I randomly stumbled upon this book, and I'm so glad I did.
Marina Keegan was an aspiring writer who graduated magna cum laude from Yale in May 2012. She was a talented go-getter with a bright future ahead of her, one which included a job at the New Yorker and a play in production. Five days after her graduation, she was killed in a car accident while on her way to visit family.
An essay called "The Opposite of Loneliness," which she wrote for the Yale Daily News, recounted the excitement she felt about graduating from college and heading into her future, yet it was also tinged with the melancholy of the simpler college days, when minor problems seemed so insurmountable. After her death, the essay went viral, and it led to the publication of this book by the same name, a collection of short stories and essays she wrote.
After reading this book, I can say unequivocally that Marina Keegan was an exceptionally talented writer, one whose fiction was imbued with sensitivity and rich characters, and whose essays were insightful, sometimes humorous and sometimes quirky. The essays in which she referred to the thoughts and fears she had about her own future were particularly poignant, because she had no idea just how short her future would sadly be. It's difficult, of course, to separate the emotional weight of her work from the tragedy of her death, but I still believe this pieces would be powerful had she not died.
I particularly enjoyed a number of her short stories, particularly "Cold Pastoral," in which a college student deals with the death of a fellow student she was dating, but isn't really sure what their relationship meant to her; "Winter Break," which told of the difficulties a college student has reconciling her own romantic relationship with the difficulties her parents are having; "Reading Aloud," in which an aging woman reads to a younger blind man and finds unusual emotional catharsis; the perils of returning to your hometown after your life hasn't gone the way you planned, in "Hail, Full of Grace"; and "Challenger Deep," the story of the crew on a doomed submarine.

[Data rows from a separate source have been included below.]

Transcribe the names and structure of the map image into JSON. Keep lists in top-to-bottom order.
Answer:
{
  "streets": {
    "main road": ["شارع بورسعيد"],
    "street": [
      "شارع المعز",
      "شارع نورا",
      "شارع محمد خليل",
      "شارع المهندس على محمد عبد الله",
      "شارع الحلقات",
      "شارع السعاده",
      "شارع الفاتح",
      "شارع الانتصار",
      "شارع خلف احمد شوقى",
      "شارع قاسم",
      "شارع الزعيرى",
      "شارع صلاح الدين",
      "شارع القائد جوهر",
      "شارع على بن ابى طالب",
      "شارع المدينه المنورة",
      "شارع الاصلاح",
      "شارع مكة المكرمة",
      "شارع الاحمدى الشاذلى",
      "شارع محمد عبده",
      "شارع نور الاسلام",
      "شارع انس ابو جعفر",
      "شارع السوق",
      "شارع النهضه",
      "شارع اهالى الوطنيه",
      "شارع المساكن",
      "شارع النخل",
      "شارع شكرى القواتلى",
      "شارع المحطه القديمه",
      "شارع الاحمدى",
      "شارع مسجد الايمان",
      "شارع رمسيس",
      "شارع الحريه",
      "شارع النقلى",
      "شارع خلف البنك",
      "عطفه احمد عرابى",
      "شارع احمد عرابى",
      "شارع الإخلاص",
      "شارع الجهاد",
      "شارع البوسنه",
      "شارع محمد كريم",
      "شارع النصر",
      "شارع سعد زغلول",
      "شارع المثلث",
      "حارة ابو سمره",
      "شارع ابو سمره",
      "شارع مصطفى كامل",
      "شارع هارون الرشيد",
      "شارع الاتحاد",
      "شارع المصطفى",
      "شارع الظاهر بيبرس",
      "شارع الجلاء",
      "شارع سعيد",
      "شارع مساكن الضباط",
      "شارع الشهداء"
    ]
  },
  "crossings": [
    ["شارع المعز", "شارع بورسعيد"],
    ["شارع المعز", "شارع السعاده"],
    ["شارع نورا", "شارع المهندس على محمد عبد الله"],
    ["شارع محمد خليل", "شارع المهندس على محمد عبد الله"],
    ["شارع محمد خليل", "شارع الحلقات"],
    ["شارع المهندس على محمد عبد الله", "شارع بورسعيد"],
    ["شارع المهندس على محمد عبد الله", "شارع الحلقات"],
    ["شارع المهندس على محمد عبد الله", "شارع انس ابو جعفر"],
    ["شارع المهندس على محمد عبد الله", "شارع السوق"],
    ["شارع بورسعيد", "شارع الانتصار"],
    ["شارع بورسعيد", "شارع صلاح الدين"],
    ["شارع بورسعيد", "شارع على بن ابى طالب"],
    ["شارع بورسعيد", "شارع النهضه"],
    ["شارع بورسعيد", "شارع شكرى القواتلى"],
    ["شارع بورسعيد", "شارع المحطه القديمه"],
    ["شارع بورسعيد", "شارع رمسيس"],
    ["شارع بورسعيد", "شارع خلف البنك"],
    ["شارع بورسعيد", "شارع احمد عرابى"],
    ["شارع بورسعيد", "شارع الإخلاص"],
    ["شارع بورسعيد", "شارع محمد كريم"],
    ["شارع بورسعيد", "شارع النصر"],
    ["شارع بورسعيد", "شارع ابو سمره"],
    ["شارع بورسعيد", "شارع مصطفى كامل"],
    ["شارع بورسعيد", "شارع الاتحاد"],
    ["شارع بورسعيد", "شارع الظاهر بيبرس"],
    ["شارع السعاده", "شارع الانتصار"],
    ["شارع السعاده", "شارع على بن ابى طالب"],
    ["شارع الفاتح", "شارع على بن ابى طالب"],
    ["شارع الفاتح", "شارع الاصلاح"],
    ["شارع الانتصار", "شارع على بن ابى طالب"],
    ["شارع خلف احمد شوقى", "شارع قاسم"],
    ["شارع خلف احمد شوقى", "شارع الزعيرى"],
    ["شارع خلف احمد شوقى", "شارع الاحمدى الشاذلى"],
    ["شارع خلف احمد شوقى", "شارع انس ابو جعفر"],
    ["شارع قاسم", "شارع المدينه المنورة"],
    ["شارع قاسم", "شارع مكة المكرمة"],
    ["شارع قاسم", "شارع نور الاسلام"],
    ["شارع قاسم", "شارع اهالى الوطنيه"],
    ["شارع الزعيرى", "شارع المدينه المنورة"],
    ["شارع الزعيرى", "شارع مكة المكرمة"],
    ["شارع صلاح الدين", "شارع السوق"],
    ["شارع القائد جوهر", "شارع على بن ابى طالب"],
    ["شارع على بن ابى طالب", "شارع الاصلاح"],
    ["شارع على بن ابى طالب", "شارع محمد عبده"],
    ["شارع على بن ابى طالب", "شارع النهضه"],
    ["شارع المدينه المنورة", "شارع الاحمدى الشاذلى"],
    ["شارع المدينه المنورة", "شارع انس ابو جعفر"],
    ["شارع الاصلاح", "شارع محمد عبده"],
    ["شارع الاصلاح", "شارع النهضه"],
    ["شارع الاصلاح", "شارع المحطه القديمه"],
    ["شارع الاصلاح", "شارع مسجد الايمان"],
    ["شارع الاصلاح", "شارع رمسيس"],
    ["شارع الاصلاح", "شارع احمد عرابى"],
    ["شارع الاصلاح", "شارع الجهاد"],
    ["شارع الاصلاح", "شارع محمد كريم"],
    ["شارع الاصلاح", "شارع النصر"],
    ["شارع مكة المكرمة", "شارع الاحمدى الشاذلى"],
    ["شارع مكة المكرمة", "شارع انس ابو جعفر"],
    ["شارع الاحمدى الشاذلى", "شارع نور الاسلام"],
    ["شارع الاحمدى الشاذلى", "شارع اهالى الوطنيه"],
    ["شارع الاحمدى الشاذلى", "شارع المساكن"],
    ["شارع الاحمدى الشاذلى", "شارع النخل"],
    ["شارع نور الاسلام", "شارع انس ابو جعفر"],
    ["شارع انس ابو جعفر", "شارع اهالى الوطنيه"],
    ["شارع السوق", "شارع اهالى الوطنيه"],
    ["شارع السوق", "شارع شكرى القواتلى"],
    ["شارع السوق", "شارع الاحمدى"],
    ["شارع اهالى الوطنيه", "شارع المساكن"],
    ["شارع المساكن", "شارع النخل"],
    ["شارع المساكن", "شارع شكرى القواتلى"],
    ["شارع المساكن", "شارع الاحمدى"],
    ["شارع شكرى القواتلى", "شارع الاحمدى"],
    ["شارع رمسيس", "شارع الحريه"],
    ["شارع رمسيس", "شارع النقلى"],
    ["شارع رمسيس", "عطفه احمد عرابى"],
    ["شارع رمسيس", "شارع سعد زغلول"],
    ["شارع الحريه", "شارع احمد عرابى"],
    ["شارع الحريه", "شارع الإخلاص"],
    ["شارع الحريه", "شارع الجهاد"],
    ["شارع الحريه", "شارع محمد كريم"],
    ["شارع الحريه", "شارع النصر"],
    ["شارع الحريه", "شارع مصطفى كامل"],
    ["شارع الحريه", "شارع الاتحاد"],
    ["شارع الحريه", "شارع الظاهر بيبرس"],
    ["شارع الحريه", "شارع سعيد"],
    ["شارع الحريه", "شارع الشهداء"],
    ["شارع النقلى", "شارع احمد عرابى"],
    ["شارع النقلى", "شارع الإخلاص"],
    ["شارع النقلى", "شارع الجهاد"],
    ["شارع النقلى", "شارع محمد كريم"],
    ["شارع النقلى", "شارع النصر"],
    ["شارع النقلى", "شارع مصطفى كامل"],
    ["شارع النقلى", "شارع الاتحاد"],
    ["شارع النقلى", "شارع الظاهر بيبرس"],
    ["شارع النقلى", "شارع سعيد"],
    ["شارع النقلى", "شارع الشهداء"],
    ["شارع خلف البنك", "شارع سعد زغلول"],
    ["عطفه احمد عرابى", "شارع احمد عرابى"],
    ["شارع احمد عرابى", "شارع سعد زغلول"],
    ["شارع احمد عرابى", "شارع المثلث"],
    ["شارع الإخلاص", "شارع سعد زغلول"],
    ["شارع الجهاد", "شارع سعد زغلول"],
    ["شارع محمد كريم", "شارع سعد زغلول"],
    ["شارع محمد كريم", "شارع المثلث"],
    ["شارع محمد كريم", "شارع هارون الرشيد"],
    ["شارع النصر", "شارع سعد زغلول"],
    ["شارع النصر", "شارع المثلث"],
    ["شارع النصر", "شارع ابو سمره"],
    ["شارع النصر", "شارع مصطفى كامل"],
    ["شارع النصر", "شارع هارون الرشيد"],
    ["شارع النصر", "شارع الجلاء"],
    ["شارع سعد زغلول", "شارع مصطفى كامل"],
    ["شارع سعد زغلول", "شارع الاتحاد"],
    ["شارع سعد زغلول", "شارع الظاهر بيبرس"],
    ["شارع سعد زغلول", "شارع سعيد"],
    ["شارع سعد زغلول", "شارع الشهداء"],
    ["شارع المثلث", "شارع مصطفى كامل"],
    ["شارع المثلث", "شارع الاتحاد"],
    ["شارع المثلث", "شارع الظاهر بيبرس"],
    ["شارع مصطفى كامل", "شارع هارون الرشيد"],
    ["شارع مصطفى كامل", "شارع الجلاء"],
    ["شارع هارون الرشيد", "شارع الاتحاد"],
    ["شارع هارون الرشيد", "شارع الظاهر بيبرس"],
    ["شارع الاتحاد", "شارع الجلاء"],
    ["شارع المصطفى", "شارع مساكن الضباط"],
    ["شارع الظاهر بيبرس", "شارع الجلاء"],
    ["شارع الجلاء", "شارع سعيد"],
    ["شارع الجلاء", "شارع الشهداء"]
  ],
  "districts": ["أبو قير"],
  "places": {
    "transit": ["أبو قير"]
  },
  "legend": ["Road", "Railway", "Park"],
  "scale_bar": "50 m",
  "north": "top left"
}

Of her essays, the ones I enjoyed the most were "Stability in Motion," in which Keegan recounted her relationship with her first car, a gift from her grandmother, and "Against the Grain," which told of her challenges living with Celiac disease, and her mother's fiercely protective nature where those issues were concerned.
Keegan's writing is layered, at times both poetic and humorous, and quite beautiful. The literary world lost a star it never got the chance to have, but luckily her work was left behind for us to savor, and wonder what might have been.